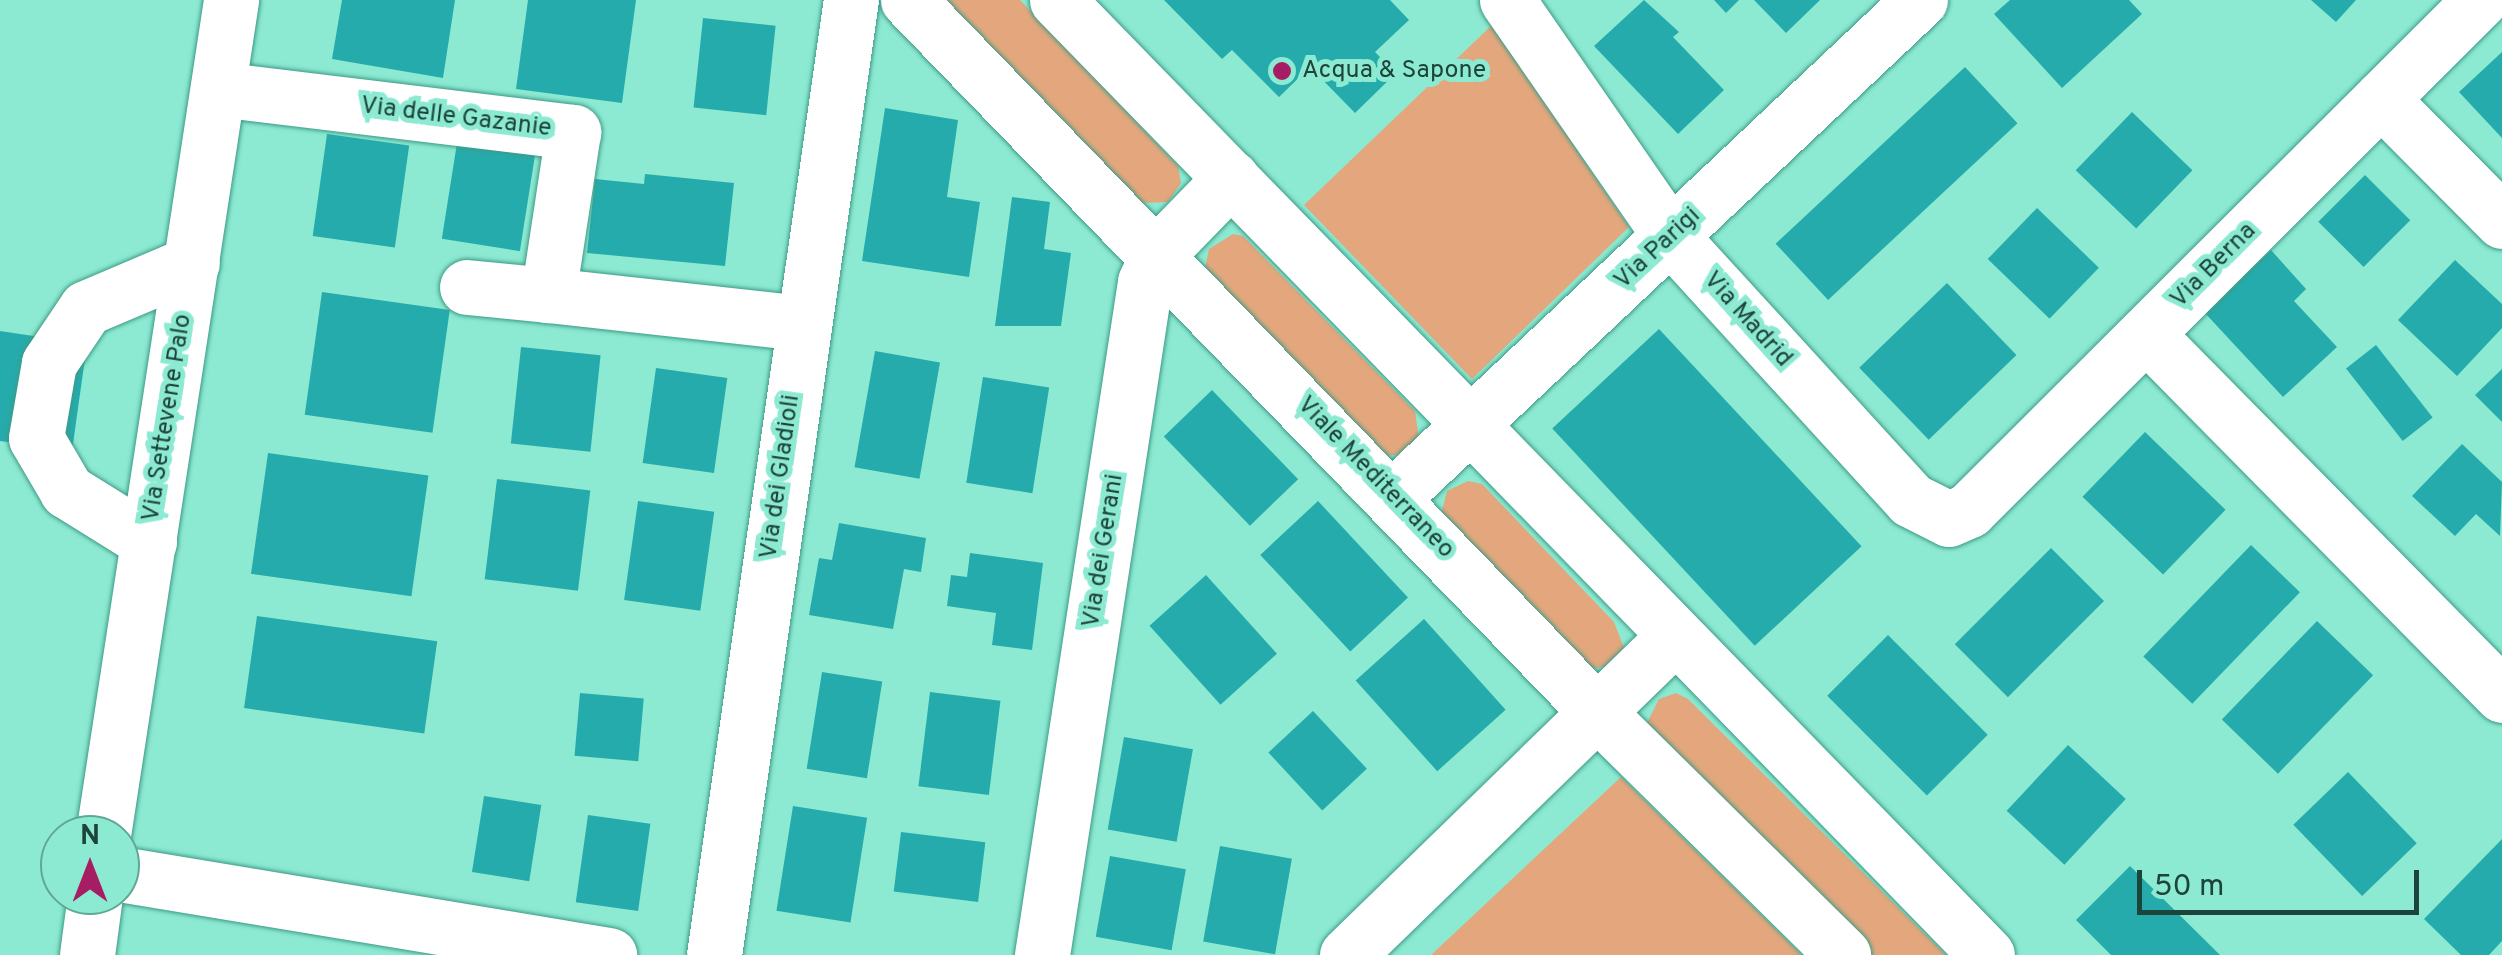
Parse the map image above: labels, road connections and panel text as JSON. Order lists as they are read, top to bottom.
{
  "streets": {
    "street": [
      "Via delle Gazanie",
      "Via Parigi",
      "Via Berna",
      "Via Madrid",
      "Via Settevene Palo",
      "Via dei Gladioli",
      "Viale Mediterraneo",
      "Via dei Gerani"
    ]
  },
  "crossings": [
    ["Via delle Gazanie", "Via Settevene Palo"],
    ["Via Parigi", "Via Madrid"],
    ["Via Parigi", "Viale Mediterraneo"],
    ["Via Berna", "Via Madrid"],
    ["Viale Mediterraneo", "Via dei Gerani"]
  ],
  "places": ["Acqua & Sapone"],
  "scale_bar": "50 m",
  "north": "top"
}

What the exercise asks. The whole listing must be restated word for word. Leave out any pictures.

Solution below.
Parse the map image above: labels, road connections and panel text as JSON. Order lists as they are read, top to bottom.
{
  "streets": {
    "street": [
      "Via delle Gazanie",
      "Via Parigi",
      "Via Berna",
      "Via Madrid",
      "Via Settevene Palo",
      "Via dei Gladioli",
      "Viale Mediterraneo",
      "Via dei Gerani"
    ]
  },
  "crossings": [
    ["Via delle Gazanie", "Via Settevene Palo"],
    ["Via Parigi", "Via Madrid"],
    ["Via Parigi", "Viale Mediterraneo"],
    ["Via Berna", "Via Madrid"],
    ["Viale Mediterraneo", "Via dei Gerani"]
  ],
  "places": ["Acqua & Sapone"],
  "scale_bar": "50 m",
  "north": "top"
}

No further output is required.